One study found that a package of interventions coordinated by the US Department of Health and Human Services and Department of Justice recovered a large amount of money and resulted in hundreds of new cases and convictions each year (high certainty of the evidence). Another study from the USA found that establishment of an independent agency to investigate and enforce efforts against overbilling might lead to a small reduction in overbilling, but the certainty of this evidence was very low.

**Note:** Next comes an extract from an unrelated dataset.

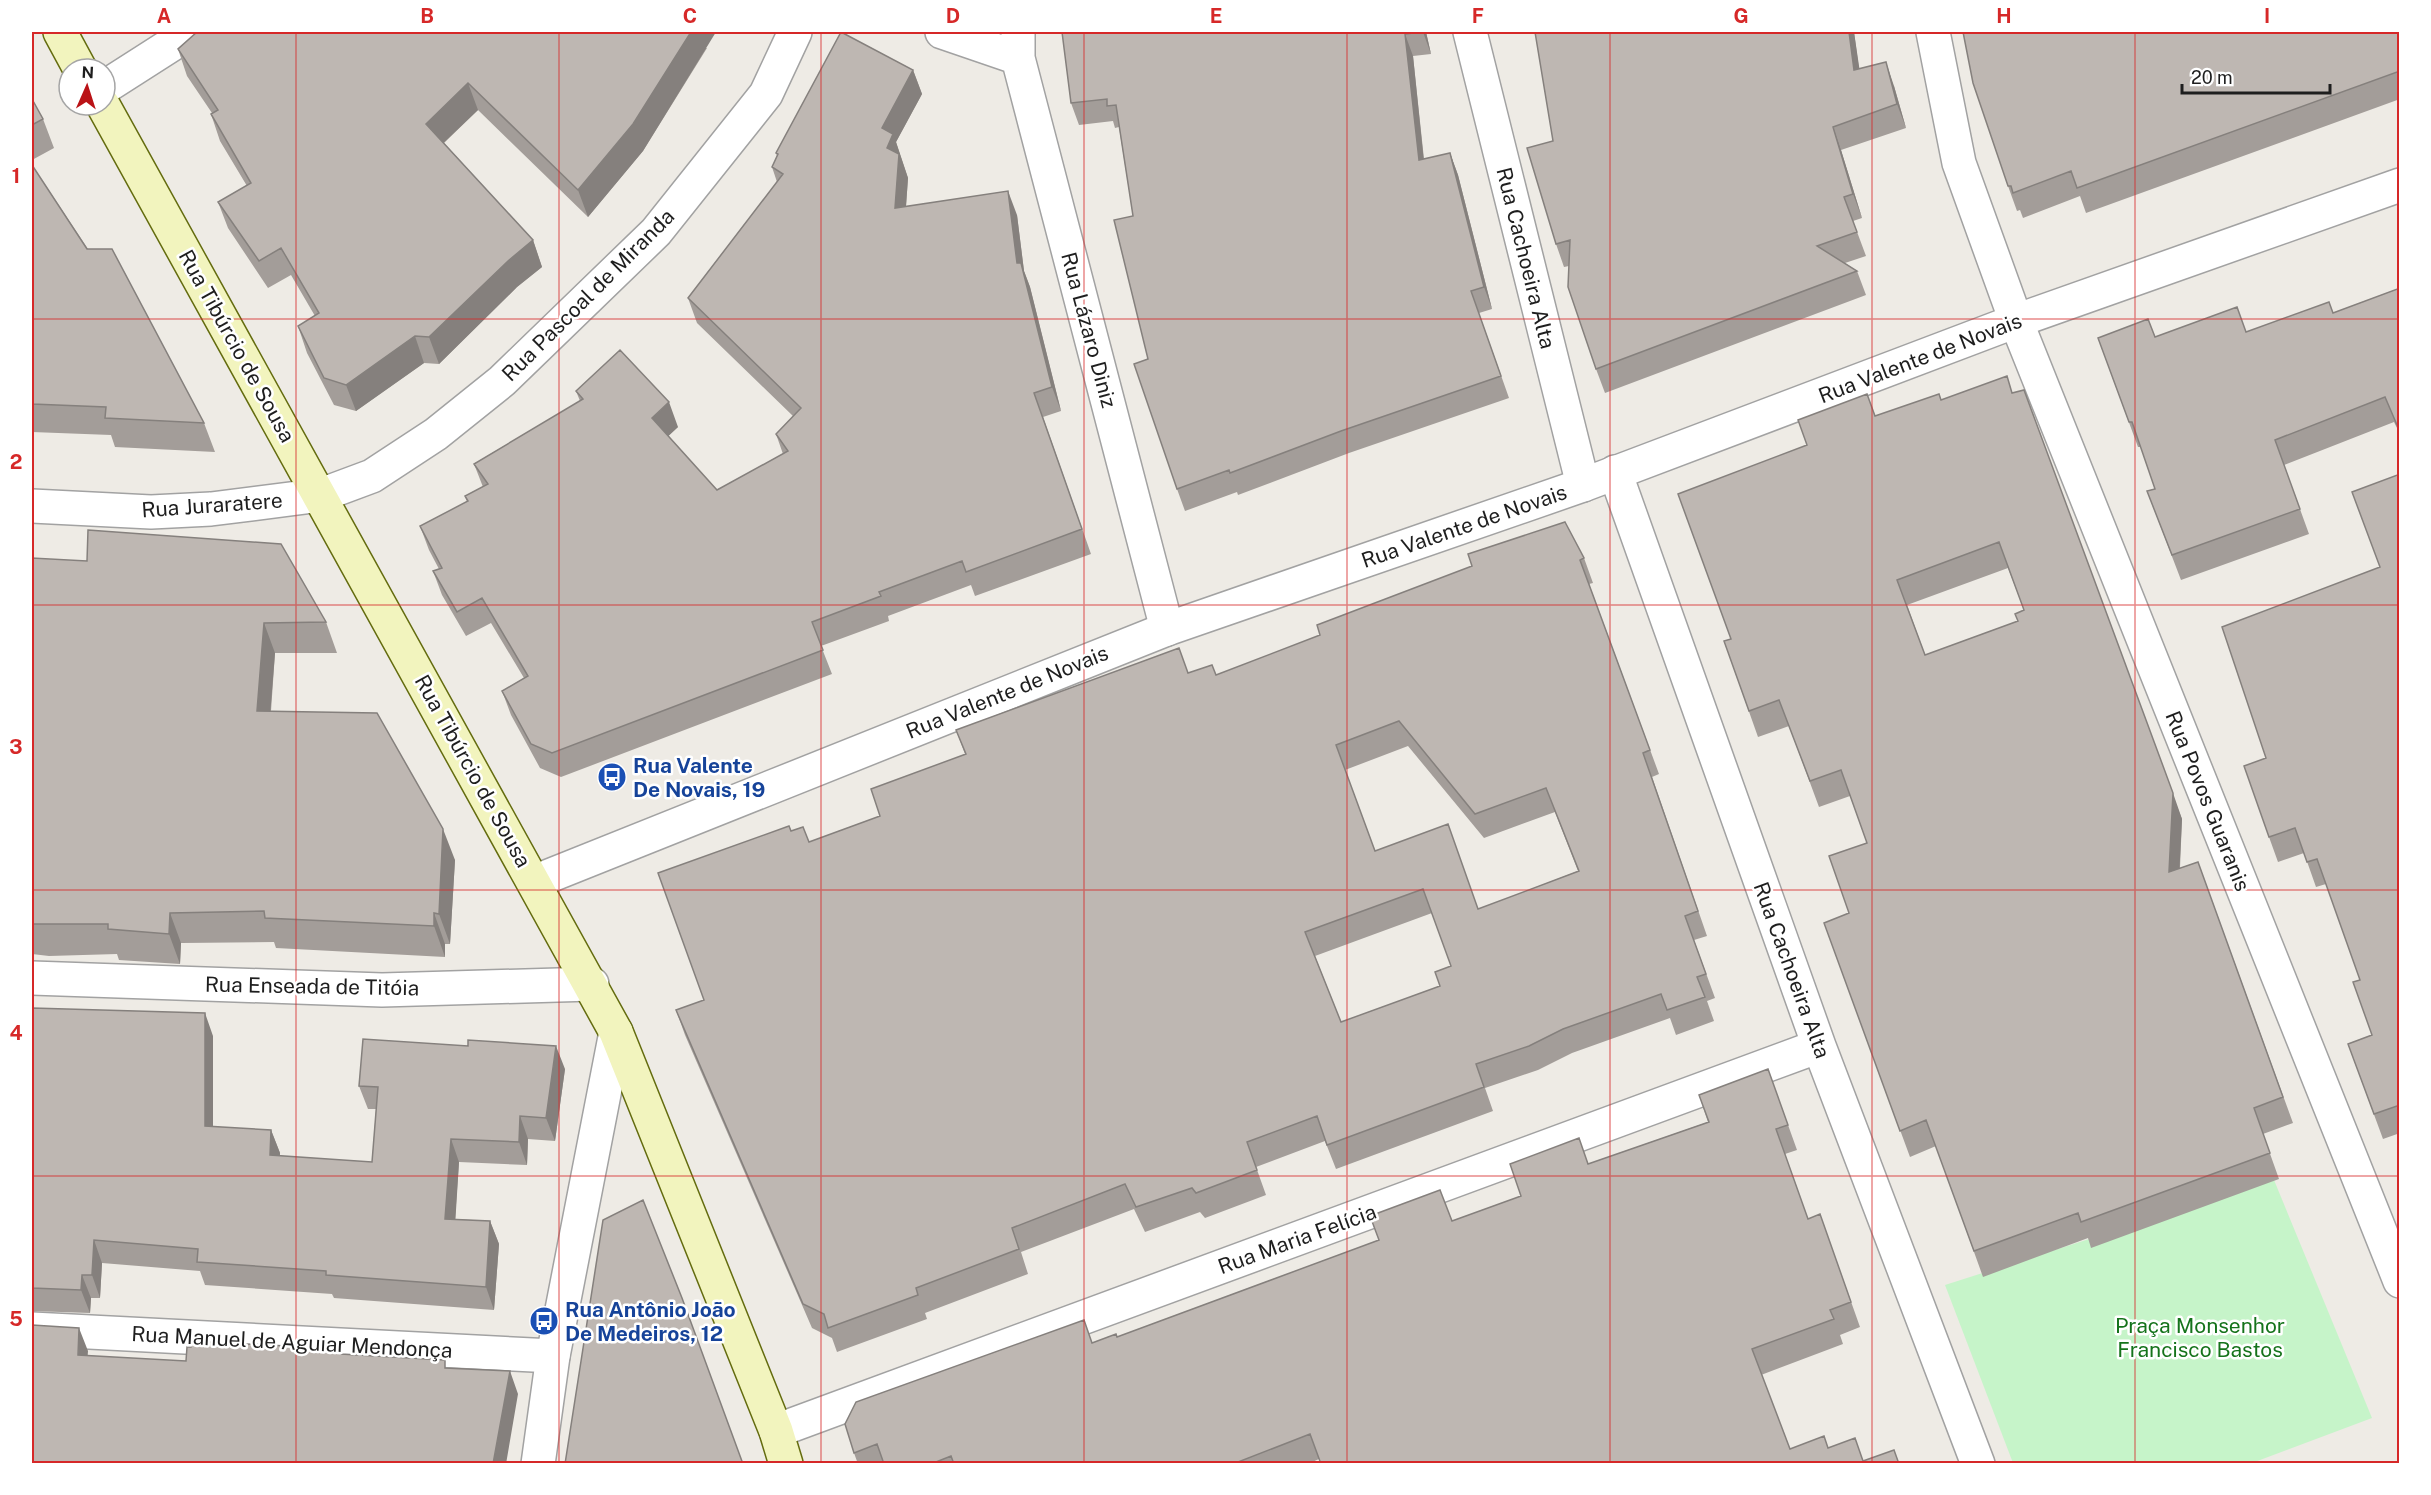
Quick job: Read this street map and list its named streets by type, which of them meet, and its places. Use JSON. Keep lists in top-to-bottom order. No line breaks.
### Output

A third study from India suggested that the impacts of coordinated efforts to reduce corruption through increased detection and enforcement are dependent on continued political support and that they can be limited by a dysfunctional judicial system (very low certainty of the evidence).
One study in South Korea and two in the USA evaluated increased efforts to investigate and punish corruption in clinics and hospitals without establishing an independent agency to coordinate these efforts. It is unclear whether these were effective because the evidence is of very low certainty.
One study from Kyrgyzstan suggested that increased transparency and accountability for co-payments together with reduction of incentives for demanding informal payments may reduce informal payments (low certainty of the evidence).
One study from Germany suggested that guidelines that prohibit hospital doctors from accepting any form of benefits from the pharmaceutical industry may improve doctors’ attitudes about the influence of pharmaceutical companies on their choice of medicines (low certainty of the evidence).
A study in the USA, evaluated the effects of introducing a law that required pharmaceutical companies to report the gifts they gave to healthcare workers. Another study in the USA evaluated the effects of a variety of internal control mechanisms used by community health centres to stop corruption. The effects of these strategies is unclear because the evidence was of very low certainty.